People have sometimes doxxed police officers, council members and public health officials, posting the officials’ home addresses, personal cellphone numbers and the names of family members on the internet. After federal agents were sent to Portland, Ore., to crack down on protesters there, personal information about dozens of the officers was posted online, according to the Federal Protective Service.
Kat DeBurgh, executive director of the Health Officers Association of California, said the protests over coronavirus policies that have targeted public health officials at their homes could have the effect of driving away people who are committed to combating the virus at a time when they are needed most.
“It’s one thing to be against a policy, but I hope we can all agree that the health officers are not the enemy,” Ms. DeBurgh said.

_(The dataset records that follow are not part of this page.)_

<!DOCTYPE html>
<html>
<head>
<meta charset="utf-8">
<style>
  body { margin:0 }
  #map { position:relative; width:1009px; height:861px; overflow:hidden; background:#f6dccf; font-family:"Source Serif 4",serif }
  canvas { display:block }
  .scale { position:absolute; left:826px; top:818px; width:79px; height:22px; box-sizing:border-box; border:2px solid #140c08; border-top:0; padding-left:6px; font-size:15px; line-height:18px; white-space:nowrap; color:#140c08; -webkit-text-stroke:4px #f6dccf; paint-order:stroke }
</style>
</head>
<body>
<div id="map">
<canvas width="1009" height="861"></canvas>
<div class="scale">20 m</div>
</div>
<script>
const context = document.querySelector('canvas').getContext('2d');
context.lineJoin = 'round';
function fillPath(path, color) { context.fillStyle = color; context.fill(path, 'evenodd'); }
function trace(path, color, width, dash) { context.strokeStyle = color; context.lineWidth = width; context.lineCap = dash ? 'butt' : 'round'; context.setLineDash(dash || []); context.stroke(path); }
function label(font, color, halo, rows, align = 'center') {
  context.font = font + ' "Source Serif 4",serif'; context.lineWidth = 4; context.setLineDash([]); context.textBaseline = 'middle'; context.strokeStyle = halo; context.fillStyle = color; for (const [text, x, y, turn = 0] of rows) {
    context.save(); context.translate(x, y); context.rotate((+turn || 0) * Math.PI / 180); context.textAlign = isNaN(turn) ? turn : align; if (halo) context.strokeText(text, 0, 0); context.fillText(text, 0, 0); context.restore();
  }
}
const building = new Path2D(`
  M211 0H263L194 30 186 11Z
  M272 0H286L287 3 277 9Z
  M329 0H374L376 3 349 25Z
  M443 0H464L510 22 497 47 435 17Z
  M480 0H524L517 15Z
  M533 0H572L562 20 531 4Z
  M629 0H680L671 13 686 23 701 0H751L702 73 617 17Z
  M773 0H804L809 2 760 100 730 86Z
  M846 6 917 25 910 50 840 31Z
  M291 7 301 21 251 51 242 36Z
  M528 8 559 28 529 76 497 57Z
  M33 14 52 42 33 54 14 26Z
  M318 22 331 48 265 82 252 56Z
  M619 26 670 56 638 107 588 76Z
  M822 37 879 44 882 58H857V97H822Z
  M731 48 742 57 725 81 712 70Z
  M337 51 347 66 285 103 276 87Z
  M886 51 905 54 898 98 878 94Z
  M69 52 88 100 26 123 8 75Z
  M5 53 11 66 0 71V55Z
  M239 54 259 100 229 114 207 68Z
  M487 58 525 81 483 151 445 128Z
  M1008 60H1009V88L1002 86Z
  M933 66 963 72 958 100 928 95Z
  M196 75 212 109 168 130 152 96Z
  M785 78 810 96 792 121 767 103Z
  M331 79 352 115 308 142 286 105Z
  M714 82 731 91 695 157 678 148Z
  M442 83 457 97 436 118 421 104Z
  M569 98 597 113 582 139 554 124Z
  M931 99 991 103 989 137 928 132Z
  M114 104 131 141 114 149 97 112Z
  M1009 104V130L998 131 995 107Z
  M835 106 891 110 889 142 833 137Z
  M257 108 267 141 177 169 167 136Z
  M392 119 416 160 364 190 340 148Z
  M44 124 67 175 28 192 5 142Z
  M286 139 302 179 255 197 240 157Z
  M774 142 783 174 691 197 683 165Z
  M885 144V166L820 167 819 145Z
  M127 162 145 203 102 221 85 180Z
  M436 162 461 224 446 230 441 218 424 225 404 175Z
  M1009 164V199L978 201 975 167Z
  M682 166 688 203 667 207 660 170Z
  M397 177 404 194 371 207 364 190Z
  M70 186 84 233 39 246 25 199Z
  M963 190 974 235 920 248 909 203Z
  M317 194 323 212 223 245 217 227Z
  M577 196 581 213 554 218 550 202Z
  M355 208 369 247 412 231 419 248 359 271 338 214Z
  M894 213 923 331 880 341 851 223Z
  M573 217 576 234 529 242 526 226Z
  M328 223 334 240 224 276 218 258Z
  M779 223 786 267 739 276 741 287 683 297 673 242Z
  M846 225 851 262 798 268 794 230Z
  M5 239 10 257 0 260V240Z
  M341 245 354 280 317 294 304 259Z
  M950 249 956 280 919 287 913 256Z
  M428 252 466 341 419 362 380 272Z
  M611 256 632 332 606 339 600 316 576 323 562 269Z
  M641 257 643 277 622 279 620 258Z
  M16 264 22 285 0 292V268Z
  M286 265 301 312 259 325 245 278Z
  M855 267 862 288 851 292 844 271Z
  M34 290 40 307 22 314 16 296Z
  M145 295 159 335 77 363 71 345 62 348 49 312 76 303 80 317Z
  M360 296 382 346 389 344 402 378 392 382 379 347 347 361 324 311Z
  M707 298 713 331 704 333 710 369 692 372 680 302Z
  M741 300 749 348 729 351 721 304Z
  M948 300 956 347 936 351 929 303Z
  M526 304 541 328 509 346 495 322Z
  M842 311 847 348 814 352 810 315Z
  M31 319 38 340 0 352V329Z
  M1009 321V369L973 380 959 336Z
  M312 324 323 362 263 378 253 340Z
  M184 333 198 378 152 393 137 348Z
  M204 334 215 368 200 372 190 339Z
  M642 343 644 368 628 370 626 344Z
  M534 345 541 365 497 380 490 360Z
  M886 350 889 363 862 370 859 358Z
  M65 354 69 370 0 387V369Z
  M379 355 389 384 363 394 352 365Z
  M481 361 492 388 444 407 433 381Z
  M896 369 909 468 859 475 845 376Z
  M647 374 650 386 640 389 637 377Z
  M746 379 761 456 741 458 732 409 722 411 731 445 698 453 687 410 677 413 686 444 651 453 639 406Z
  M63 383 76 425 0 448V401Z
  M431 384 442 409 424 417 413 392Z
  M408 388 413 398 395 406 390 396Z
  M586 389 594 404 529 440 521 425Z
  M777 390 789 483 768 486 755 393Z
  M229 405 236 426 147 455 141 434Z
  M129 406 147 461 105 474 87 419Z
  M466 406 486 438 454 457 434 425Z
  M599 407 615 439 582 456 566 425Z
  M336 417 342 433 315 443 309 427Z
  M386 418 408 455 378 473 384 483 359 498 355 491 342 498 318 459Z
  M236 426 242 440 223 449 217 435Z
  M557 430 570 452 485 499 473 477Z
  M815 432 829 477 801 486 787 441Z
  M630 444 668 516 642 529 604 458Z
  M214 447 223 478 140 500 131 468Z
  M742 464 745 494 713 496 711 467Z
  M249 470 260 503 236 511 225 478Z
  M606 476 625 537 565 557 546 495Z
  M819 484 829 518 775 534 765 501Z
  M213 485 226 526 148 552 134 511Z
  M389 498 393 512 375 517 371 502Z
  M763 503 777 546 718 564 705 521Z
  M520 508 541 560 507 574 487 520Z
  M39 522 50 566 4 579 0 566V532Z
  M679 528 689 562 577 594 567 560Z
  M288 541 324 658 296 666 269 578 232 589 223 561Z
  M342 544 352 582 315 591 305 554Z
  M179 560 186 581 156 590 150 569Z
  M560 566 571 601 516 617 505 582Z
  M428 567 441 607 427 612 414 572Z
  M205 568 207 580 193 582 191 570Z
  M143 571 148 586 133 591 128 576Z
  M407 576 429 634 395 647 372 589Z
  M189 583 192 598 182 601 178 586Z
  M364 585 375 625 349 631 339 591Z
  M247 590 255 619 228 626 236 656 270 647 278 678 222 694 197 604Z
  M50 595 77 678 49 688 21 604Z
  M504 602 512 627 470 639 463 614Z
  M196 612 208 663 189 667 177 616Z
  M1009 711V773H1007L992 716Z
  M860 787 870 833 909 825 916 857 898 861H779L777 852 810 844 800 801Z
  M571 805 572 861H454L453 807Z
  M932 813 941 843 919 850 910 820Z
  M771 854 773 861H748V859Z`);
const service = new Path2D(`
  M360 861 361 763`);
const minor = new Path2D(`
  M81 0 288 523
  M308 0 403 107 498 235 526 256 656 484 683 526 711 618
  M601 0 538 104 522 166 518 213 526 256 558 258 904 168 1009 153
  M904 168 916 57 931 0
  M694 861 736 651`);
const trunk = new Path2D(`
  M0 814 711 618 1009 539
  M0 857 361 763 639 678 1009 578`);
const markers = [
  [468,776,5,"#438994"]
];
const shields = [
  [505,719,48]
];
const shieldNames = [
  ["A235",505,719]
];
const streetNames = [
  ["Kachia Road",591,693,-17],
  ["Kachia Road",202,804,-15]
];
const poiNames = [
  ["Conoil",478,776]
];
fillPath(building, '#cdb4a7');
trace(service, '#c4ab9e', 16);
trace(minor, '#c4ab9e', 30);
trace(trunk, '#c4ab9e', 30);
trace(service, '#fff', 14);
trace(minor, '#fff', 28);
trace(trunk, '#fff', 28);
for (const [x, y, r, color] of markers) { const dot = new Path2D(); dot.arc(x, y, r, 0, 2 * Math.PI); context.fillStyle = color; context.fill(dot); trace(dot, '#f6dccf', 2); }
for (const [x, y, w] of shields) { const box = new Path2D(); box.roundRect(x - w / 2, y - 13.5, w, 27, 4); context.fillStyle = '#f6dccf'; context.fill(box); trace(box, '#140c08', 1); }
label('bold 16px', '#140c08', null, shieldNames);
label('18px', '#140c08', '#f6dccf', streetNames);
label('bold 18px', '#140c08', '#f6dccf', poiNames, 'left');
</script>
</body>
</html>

In Meridian, Idaho, where protesters targeted the police officer who arrested the woman at the playground, Tracy Basterrechea, the deputy police chief, said such targeting is outside the bounds of legitimate protest.
“You can do it, but you shouldn’t,” he said. “It goes beyond the idea of peaceful protesting and into the realm of intimidating or bullying public officials.”
Two women were arrested after a protest in May at a Florida home belonging to Derek Chauvin, the Minneapolis police officer charged with murder in George Floyd’s death. The police said the women tossed paint onto the officer’s front door. Six other people were arrested during another protest outside Mr. Chauvin’s home in Minnesota. “A murderer lives here,” a protester had painted on the street.